INFORMATION SHOWN:
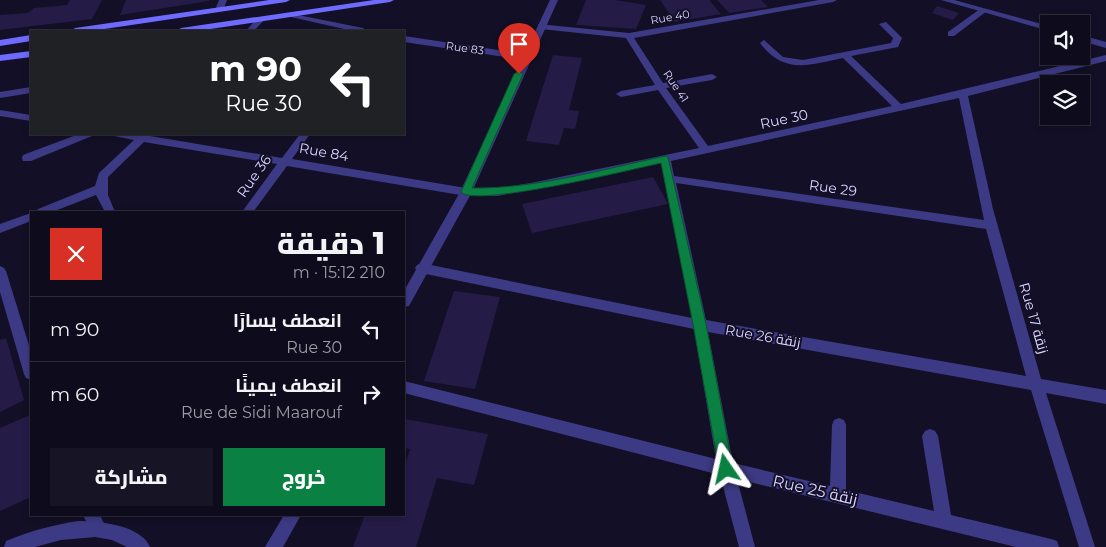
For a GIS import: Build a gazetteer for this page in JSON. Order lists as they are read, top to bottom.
{
  "streets": {
    "street": [
      "Rue 40",
      "Rue 83",
      "Rue 41",
      "Rue 30",
      "Rue 84",
      "Rue 36",
      "Rue 29",
      "Rue 17 زنقة",
      "Rue 26 زنقة",
      "Rue 25 زنقة"
    ]
  },
  "crossings": [
    ["Rue 40", "Rue 41"],
    ["Rue 41", "Rue 30"],
    ["Rue 30", "Rue 84"],
    ["Rue 30", "Rue 17 زنقة"],
    ["Rue 84", "Rue 36"],
    ["Rue 29", "Rue 17 زنقة"],
    ["Rue 17 زنقة", "Rue 26 زنقة"]
  ],
  "page": {
    "turn": ["90 m", "Rue 30"],
    "heading": ["1 دقيقة", "210 m · 15:12"],
    "list": [
      {
        "name": "انعطف يسارًا",
        "note": "Rue 30",
        "value": "90 m"
      },
      {
        "name": "انعطف يمينًا",
        "note": "Rue de Sidi Maarouf",
        "value": "60 m"
      }
    ],
    "buttons": ["خروج", "مشاركة"]
  }
}
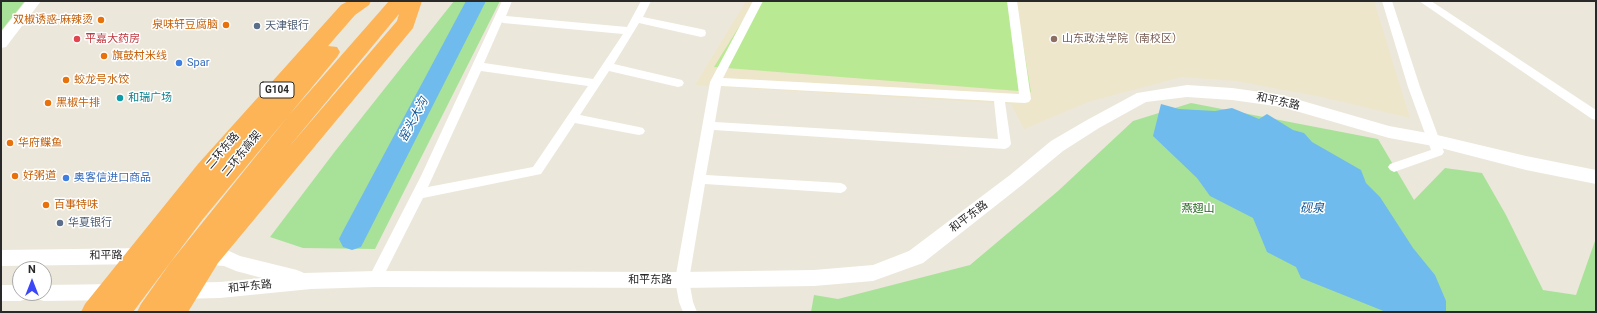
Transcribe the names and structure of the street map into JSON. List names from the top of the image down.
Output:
{
  "streets": {
    "highway": ["G104", "二环东路", "二环东高架"],
    "main road": ["和平东路", "和平路"]
  },
  "crossings": [
    ["和平东路", "和平路"],
    ["二环东路", "二环东高架"],
    ["二环东路", "和平路"]
  ],
  "water": ["窑头大沟", "砚泉"],
  "parks": ["燕翅山"],
  "places": [
    "双椒诱惑-麻辣烫",
    "泉味轩豆腐脑",
    "天津银行",
    "平嘉大药房",
    "山东政法学院（南校区）",
    "旗鼓村米线",
    "Spar",
    "蛟龙号水饺",
    "和瑞广场",
    "黑椒牛排",
    "华府鲽鱼",
    "好粥道",
    "奥客信进口商品",
    "百事特味",
    "华夏银行"
  ],
  "north": "top"
}
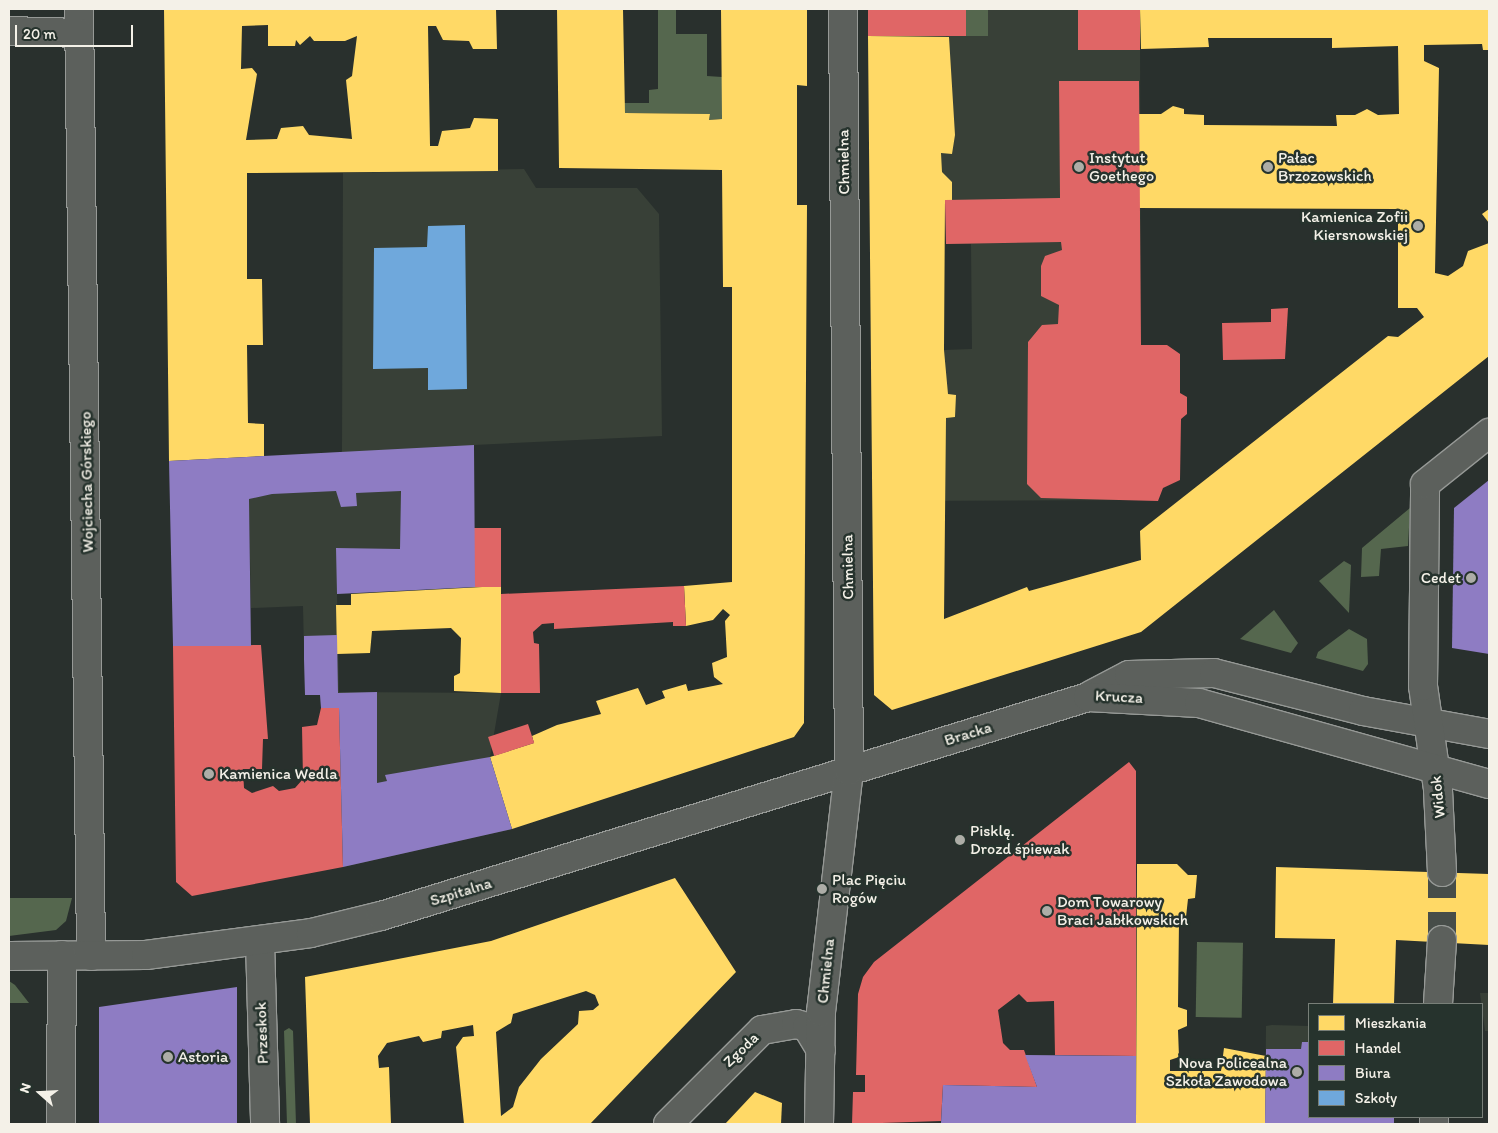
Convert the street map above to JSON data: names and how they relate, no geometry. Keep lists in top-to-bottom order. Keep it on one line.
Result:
{"streets":{"street":["Chmielna","Wojciecha Górskiego","Krucza","Bracka","Widok","Szpitalna","Przeskok","Zgoda"]},"crossings":[["Chmielna","Bracka"],["Chmielna","Szpitalna"],["Chmielna","Zgoda"],["Wojciecha Górskiego","Szpitalna"],["Krucza","Bracka"],["Krucza","Widok"],["Bracka","Szpitalna"],["Szpitalna","Przeskok"]],"places":["Instytut Goethego","Pałac Brzozowskich","Kamienica Zofii Kiersnowskiej","Cedet","Kamienica Wedla","Pisklę. Drozd śpiewak","Plac Pięciu Rogów","Dom Towarowy Braci Jabłkowskich","Astoria","Nova Policealna Szkoła Zawodowa"],"legend":["Mieszkania","Handel","Biura","Szkoły"],"scale_bar":"20 m","north":"left"}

DIRECTIONS: Only the lines holding the string "زنقة" are needed; copy each of them from the material above.

WRITTEN ANSWER:
      "Rue 17 زنقة",
      "Rue 26 زنقة",
      "Rue 25 زنقة"
    ["Rue 30", "Rue 17 زنقة"],
    ["Rue 29", "Rue 17 زنقة"],
    ["Rue 17 زنقة", "Rue 26 زنقة"]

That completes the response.